International career
- 2007: France U16 / 2 / (0)
- 2008–2009: France U17 / 10 / (0)
- 2009–2011: France U19 / 17 / (8)
- 2010: France U20 / 1 / (0)
- 2014–2017: France B / 13 / (1)
- 2013: France / 1 / (0)

= Rose Lavaud =

French Association football player (born 1992)

Rose Lavaud is a French football player who plays as a forward.

Lavaud has played over 250 matches in the Première Ligue.

==Career==
===Toulouse===

Lavaud made her league debut against Lyon on 5 September 2010. She scored her first league goal against Le Mans on 19 September 2010, scoring in the 16th minute.

===Saint-Étienne===

Lavaud made her league debut against Rodez on 11 September 2011. She scored her first league goal against Juvisy on 9 October 2011, scoring in the 8th minute.

===Bordeaux===

Lavaud made her league debut against Lille on 3 September 2017. She scored her first league goal against Fleury on 22 September 2018, scoring in the 41st minute.

===Dijon===

In 2019, Lavaud signed with Dijon for one season. She made her league debut on 24 August 2019 against Paris FC. Lavaud scored her first league goal against Soyaux on 18 January 2020. On 11 June 2020, she extended her contract with the club.
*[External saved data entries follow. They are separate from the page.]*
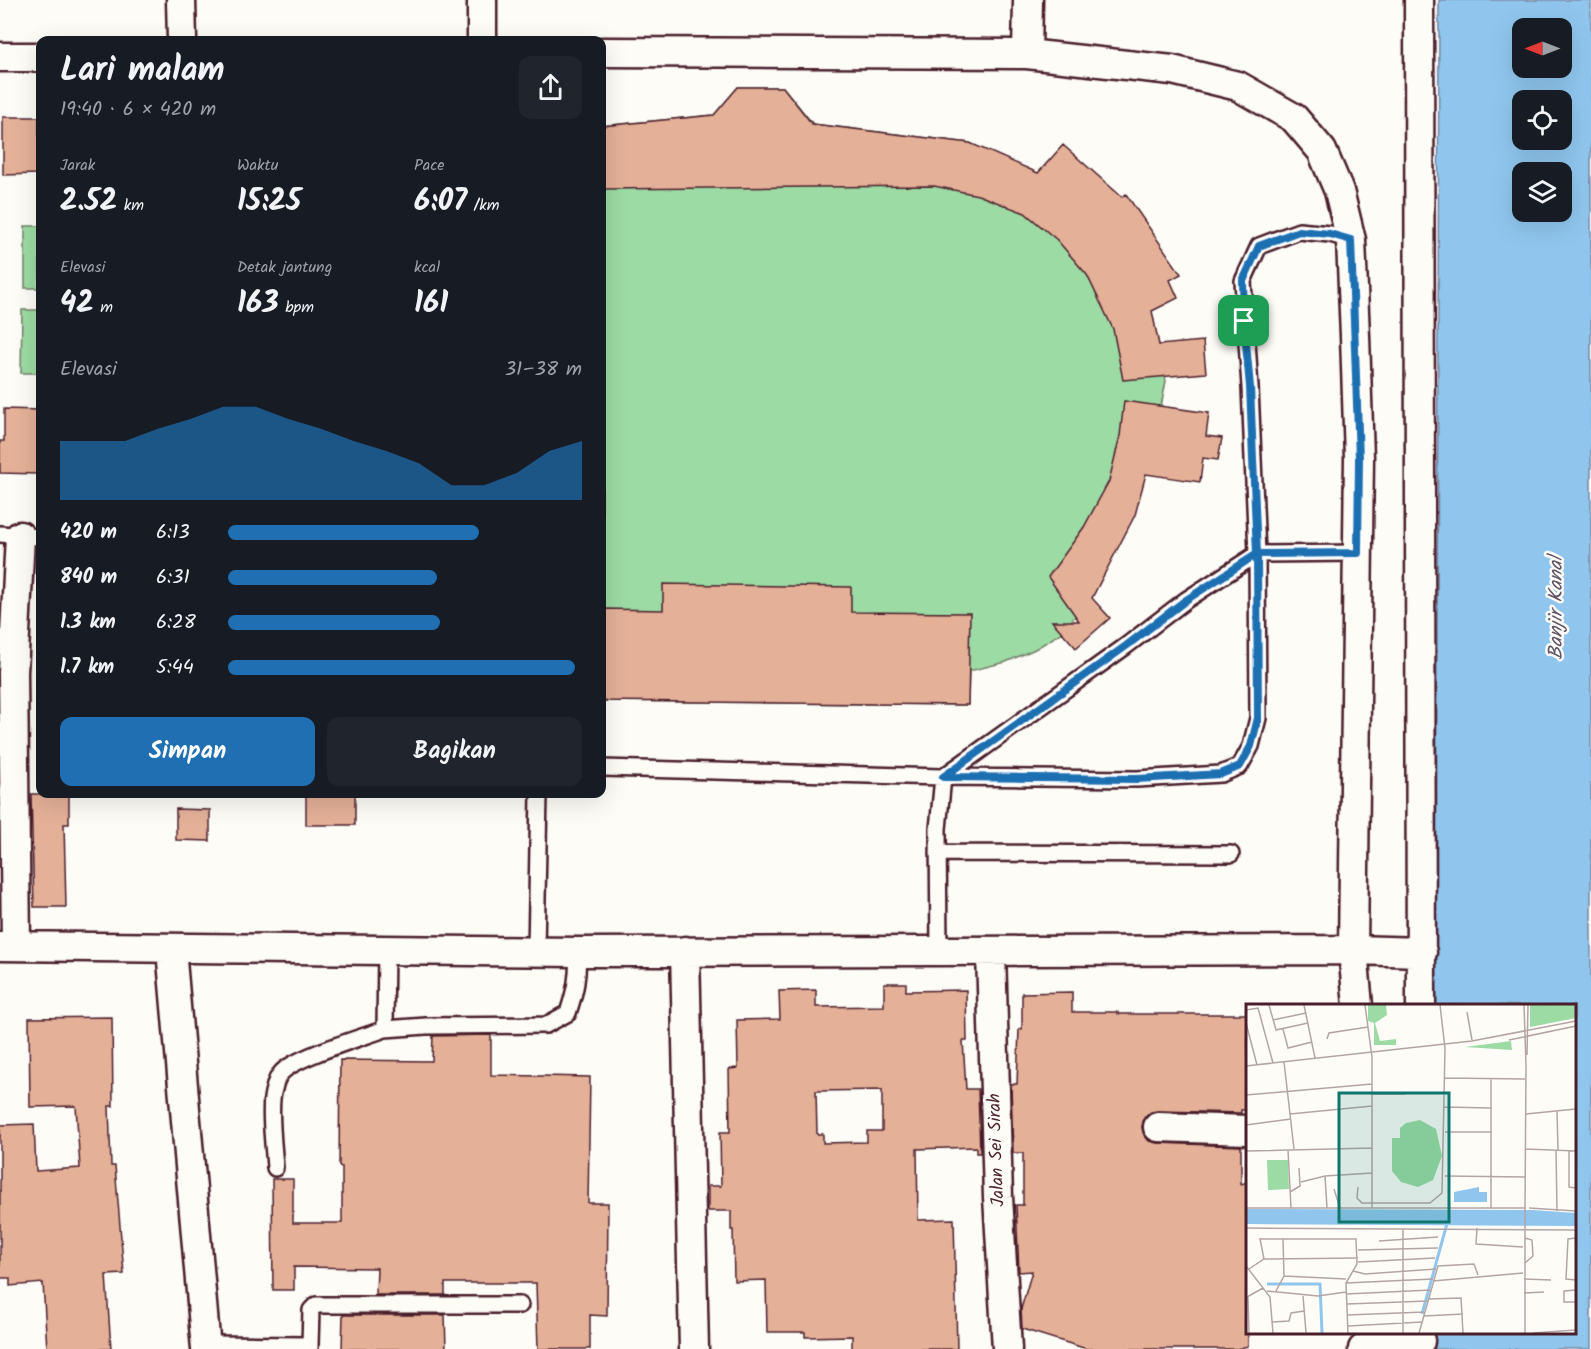 <!DOCTYPE html>
<html lang="id">
<meta charset="utf-8">
<style>
:root{--surface:#171b24;--page:#20242c;--text:#f1f3f6;--muted:#9ea1a6;--accent:#1f6fb2}
body{margin:0;font-family:Kalam,sans-serif;background:var(--page);color:var(--text);height:100vh;display:flex;flex-direction:column;font-size:22px;white-space:nowrap}
*{box-sizing:border-box;margin:0}
p{font-size:20px;color:var(--muted)}
.icon{flex:none;width:33px;height:33px;fill:none;stroke:currentColor;stroke-width:2;stroke-linecap:round;stroke-linejoin:round}
.map{position:relative;flex:1;overflow:hidden}
.side{position:absolute;left:36px;top:36px;width:570px;height:762px;display:flex;flex-direction:column;background:var(--surface);border-radius:12px;box-shadow:0 6px 24px #0002}
.side>*{flex:none}
.needle{width:39px;rotate:270deg}
.buttons{position:absolute;left:1512px;top:18px;display:grid;gap:12px}
.buttons a{display:grid;place-items:center;width:60px;height:60px;border-radius:12px;background:var(--surface);box-shadow:0 6px 24px #0002;font-size:30px}
.pin{position:absolute;display:grid;place-items:center;width:51px;height:51px;color:#fff;margin:-26px;border-radius:12px;box-shadow:0 3px 9px #0006}
.round{display:grid;place-items:center;flex:none;width:63px;height:63px;border-radius:12px;background:var(--page)}
.head{display:flex;align-items:center;justify-content:space-between;height:102px;padding:0 24px}
h1{font-size:33px;font-weight:700;line-height:45px}
.figures{display:grid;grid-template-columns:repeat(3,1fr);gap:9px;height:102px;padding:6px 24px}
.figures div{display:grid;align-content:center}
.figures b{font-size:30px;font-weight:700}
.figures small{font-size:16px;font-weight:400}
.figures p{font-size:16px}
.chart{height:168px;padding:12px 24px}
.chart p{display:flex;justify-content:space-between}
.chart svg{width:100%;height:108px;margin-top:6px;fill:var(--accent);opacity:.7}
.primary-button{display:flex;gap:12px;margin-top:auto;padding:12px 24px}
.primary-button a{flex:1;height:69px;border-radius:12px;background:var(--accent);color:#fff;font-size:24px;font-weight:700;line-height:69px;text-align:center}
.primary-button a+a{background:var(--page);color:var(--text)}
ul{padding:0 24px;list-style:none;font-size:20px}
li{display:grid;grid-template-columns:96px 72px 1fr;align-items:center;height:45px}
li i{height:15px;border-radius:8px;background:var(--accent)}
.map>svg:first-child{display:block}
.green{fill:#9cdba3;stroke:#737d67;stroke-width:1.5}
.water{fill:#90c6ee;stroke:#7483a0;stroke-width:1.5;fill-rule:evenodd}
.building{fill:#e4b098;stroke:#4a1f2b;stroke-width:1.5;fill-rule:evenodd}
.lines{fill:none;stroke-linecap:round;stroke-linejoin:round}
.service-casing{stroke:#4a1f2b;stroke-width:20}
.minor-casing{stroke:#4a1f2b;stroke-width:33}
.service{stroke:#fdfcf7;stroke-width:15}
.minor{stroke:#fdfcf7;stroke-width:28}
.route-casing{stroke:#fff;stroke-width:12}
.route{stroke:#1f6fb2;stroke-width:8}
.labels{text-anchor:middle;dominant-baseline:central;stroke-width:5;stroke-linejoin:round;paint-order:stroke}
.street-label{font-size:18px;fill:#4a1f2b;stroke:#fdfcf7}
.water-label{font-size:20px;font-style:italic;fill:#5f5166;stroke:#fdfcf7}
.inset-river{fill:none;stroke:#90c6ee;stroke-width:3}
.inset-road{fill:none;stroke:#b5a4a5;stroke-width:1.5}
.view{fill:#0f766e;fill-opacity:0.15;stroke:#0f766e;stroke-width:3}
.inset-edge{fill:none;stroke:#4a1f2b;stroke-width:3}
</style>
<div class="map">
<svg width="1591" height="1349" viewBox="0 0 1591 1349">
<rect width="100%" height="100%" fill="#fdfcf7"/>
<filter id="ink" filterUnits="userSpaceOnUse"><feTurbulence type="fractalNoise" baseFrequency=".0167" numOctaves="2"/><feDisplacementMap in="SourceGraphic" scale="12" xChannelSelector="R" yChannelSelector="G"/><feConvolveMatrix kernelMatrix="1 2 1 2 8 2 1 2 1" color-interpolation-filters="sRGB"/></filter>
<g filter="url(#ink)">
<!-- green -->
<path class="green" d="M738 87H783L813 124 970 143 1151 307 1166 381 1152 452 1097 587 1063 632 1035 649 1006 662 969 671 968 705 602 701V126L714 115Z
M25 226H40V288H25Z
M22 310H40V373H21Z"/>
<!-- water -->
<path class="water" d="M1439 0H1591V1349H1435V1333L1574 1332V1006L1436 1005ZM1522 28H1562V68H1522ZM1522 100H1562V140H1522ZM1522 172H1562V212H1522Z"/>
<!-- building -->
<path class="building" d="M738 87H783L812 124 970 143 1038 173 1063 145 1122 197 1126 194 1181 274 1170 280 1178 298 1152 311 1159 345 1203 341 1206 373 1123 380 1113 329 1087 275 1057 240 1025 213 978 195 934 186 602 189V126L714 115Z
M3 117H39V174L3 175Z
M1124 401 1209 413 1206 436 1222 438 1218 460 1203 458 1200 482 1146 474 1135 515 1092 598 1110 618 1076 648 1052 621H1079L1048 577 1084 527 1109 481 1120 436Z
M4 409 40 410V474L0 473V441H4Z
M663 584 851 587V612L970 613 968 705 602 701V609L663 610Z
M31 794H69V824H64L66 907H34Z
M306 794H355V825H306Z
M176 809 210 810V841L176 840Z
M884 983H906V991L966 990 967 1041H963L966 1089H978L980 1153H976V1147L917 1149 918 1220 954 1219 957 1349H852V1336L805 1337V1332H767L766 1280 734 1281 733 1230H731V1211H708V1186H721L720 1132H730L729 1069 738 1068 737 1020 780 1019 779 991 816 990V1007L884 1006ZM882 1090V1131H867V1142L823 1143V1134H817L816 1091Z
M1072 992V1012H1118V1014H1248V1110H1241V1113L1158 1111 1151 1112 1144 1118 1142 1127 1144 1135 1149 1141 1157 1143 1241 1146V1184L1248 1182V1346L1237 1349H1087L1022 1329 1021 1309 1032 1271 1019 1272 1016 1205H1023V1153H1013L1011 1084H1017L1019 1029H1022V993Z
M112 1017 113 1106H109L111 1166H115L124 1274 106 1275 111 1349H47L43 1283 10 1286V1278H0V1125L34 1124 36 1171 80 1168 76 1106 30 1107 29 1018Z
M491 1035V1075L590 1077 588 1203H608L607 1316 590 1315V1349H538L536 1283H445V1295H376L377 1268 294 1267V1290H273L272 1179H293V1223H342V1167L339 1166 340 1060 432 1061 433 1036Z
M343 1315H445L446 1349H342Z"/>
<g class="lines">
<defs>
<path id="service" d="M0 534 40 537
M602 768 943 777 1137 779 1221 774 1240 766 1251 746 1258 718 1257 554 1250 387 1243 281 1259 246 1299 231 1330 234 1351 240
M938 853 1231 854
M386 949 385 1029 426 1026 546 1025 568 1013C575 992 579 975 577 952
M536 951 539 794
M939 951 938 829 943 777 1126 646 1186 600 1257 554 1358 553
M275 1168C274 1150 268 1105 274 1089 275 1084 278 1076 282 1072 298 1056 361 1038 385 1029
M206 1344 310 1345V1349
M310 1345 311 1310 316 1305H520"/>
<path id="minor" d="M181 0 182 40
M482 0V40
M1419 0 1421 1006
M602 52 1027 54 1172 70 1238 86 1294 118 1322 151 1339 191 1351 240 1355 336 1359 458 1353 950 1358 1006
M1027 54 1028 0
M0 57H40
M16 945 13 673 20 536
M0 946 577 952 1353 950 1422 952
M171 949 206 1349
M685 951 694 1349
M991 952 998 1197 1007 1349
M1158 1127 1248 1130
M1363 1349 1374 1346 1420 1341"/>
</defs>
<!-- service casing -->
<use href="#service" class="service-casing"/>
<!-- minor casing -->
<use href="#minor" class="minor-casing"/>
<!-- service -->
<use href="#service" class="service"/>
<!-- minor -->
<use href="#minor" class="minor"/>
</g>
</g>
<g class="lines" filter="url(#ink)">
<defs>
<path id="route" d="M1244 321 1250 387 1257 554 1186 600 1126 646 943 777 1137 779 1221 774 1240 766 1251 746 1258 718 1257 554 1358 553 1359 458 1351 240 1330 234 1299 231 1259 246 1243 281 1244 321"/>
</defs>
<!-- route casing -->
<use href="#route" class="route-casing"/>
<!-- route -->
<use href="#route" class="route"/>
</g>
<g class="labels">
<!-- street labels -->
<g class="street-label">
<text transform="translate(997 1150) rotate(-92)">Jalan Sei Sirah</text>
</g>
<!-- water labels -->
<g class="water-label">
<text transform="translate(1557 608) rotate(-90)">Banjir Kanal</text>
</g>
</g>
<!-- overview -->
<g transform="translate(1246 1004)">
<rect width="330" height="330" fill="#fdfcf7"/>
<path d="M122 1H140L141 11 129 19 134 37 150 35V41H128V19L122 17ZM284 1H330V14L284 23ZM265 37 266 46 219 43ZM174 116 190 125 196 152 187 176 172 183 155 178 146 167V134H154V124L160 119ZM21 156H42L43 185 22 186Z" fill="#9cdba3"/>
<path d="M233 183V188H241V198H208V188ZM0 205 287 206 330 209V222L0 220Z" fill="#90c6ee"/>
<path class="inset-river" d="M21 280H74L76 329M176 310 202 216"/>
<path class="inset-road" d="M23 1 30 26 62 19M58 1 69 54M119 1 126 53V204M278 1 280 61M0 6 12 4 27 59M221 8 226 36M27 16 60 9M0 19 11 61M37 25 42 44 66 38M81 35 83 29 122 23M263 36 330 22M281 51 282 1M38 58 48 145M0 62 226 37 330 17M199 74 279 75M245 74V204M126 90H160M0 91 126 80M198 103 245 104M311 107 312 146M44 110 126 102M280 110 330 105M0 121 45 115M199 128H245M280 145 330 147M42 146 45 204M310 146 311 207M0 147 126 144M323 147V183L330 184M79 172 81 204M199 172 279 173M55 178 79 172 126 169M112 183 111 194 116 199H184L196 189 199 44 194 1M88 185 94 204M44 188 54 182 53 164M0 204H279M279 204 280 61M283 204 330 207M0 224 330 226M231 224 230 240 277 243M279 234 286 236 287 252 279 259M330 234 322 235 320 275 330 276M133 237 192 233M112 246 192 244M18 255 14 235H110L111 260 100 279 102 329M112 258 189 254M0 262 24 293 27 329M3 265 18 255 112 254M107 267 119 270 190 265M38 272 100 275M278 275 305 276M187 277 277 269M100 279 187 275M330 286 318 287V298H330M21 287 72 292 100 288M30 287 38 272 37 235M278 289 298 288M100 290 185 286M57 292 60 329M1 293 17 284M2 293 3 329M182 295 215 294 217 329M101 300 182 297M101 311 179 308M178 312 217 310M26 318 43 317 45 309 58 307M102 322 176 318M157 329V225M173 329 192 262 228 260 232 271M279 329V204M287 329 330 326"/>
<path class="view" d="M93 89H203V218H93Z"/>
<rect width="330" height="330" class="inset-edge"/>
</g>
</svg>
<div class="buttons">
<a><svg class="needle" viewBox="-14 -14 28 28"><path d="M0-13l5 13h-10z" fill="#e53935"/><path d="M0 13l5-13h-10z" fill="#9ea1a6"/></svg></a>
<a><svg class="icon" aria-label="locate" viewBox="0 0 24 24"><circle cx="12" cy="12" r="6"/><path d="M12 2v4M12 18v4M2 12h4M18 12h4"/></svg></a>
<a><svg class="icon" aria-label="layers" viewBox="0 0 24 24"><path d="M12 4l9 5-9 5-9-5zM3 14l9 5 9-5"/></svg></a>
</div>
<div class="pin" style="left:1244px;top:321px;background:#1e9e55"><svg class="icon" aria-label="arrive" viewBox="0 0 24 24"><path d="M6 21V4h12l-3 4 3 4H6"/></svg></div>
<section class="side">
<div class="head"><div><h1>Lari malam</h1><p>19:40 · 6 × 420 m</p></div><a class="round"><svg class="icon" aria-label="share" viewBox="0 0 24 24"><path d="M12 15V3M7 8l5-5 5 5M5 13v7h14v-7"/></svg></a></div>
<div class="figures">
<div><p>Jarak</p><b>2.52<small> km</small></b></div>
<div><p>Waktu</p><b>15:25</b></div>
<div><p>Pace</p><b>6:07<small> /km</small></b></div>
</div>
<div class="figures">
<div><p>Elevasi</p><b>42<small> m</small></b></div>
<div><p>Detak jantung</p><b>163<small> bpm</small></b></div>
<div><p>kcal</p><b>161</b></div>
</div>
<div class="chart"><p><span>Elevasi</span>31–38 m</p>
<svg viewBox="0 0 160 44" preserveAspectRatio="none"><path d="M0 44V20L10 20L20 20L30 15L40 11L50 6L60 6L70 11L80 15L90 20L100 24L110 29L120 38L130 38L140 33L150 24L160 20V44z"/></svg>
</div>
<ul>
<li><b>420 m</b>6:13<i style="width:71%"></i></li>
<li><b>840 m</b>6:31<i style="width:59%"></i></li>
<li><b>1.3 km</b>6:28<i style="width:60%"></i></li>
<li><b>1.7 km</b>5:44<i style="width:98%"></i></li>
</ul>
<div class="primary-button"><a>Simpan</a><a>Bagikan</a></div>
</section>
</div>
On 16 June 2023, Lavaud extended her contract with the club until 2024.

Lavaud has played over 100 matches for Dijon.

==International career==

Rose Lavaud represented France at the 2010 UEFA Women's Under-19 Championship.

In November 2013, Lavaud was called up to the senior France squad for the first time. She made her international debut against Bulgaria on 28 November 2013.

Lavaud has also played for the France B team and the Occitania national football team.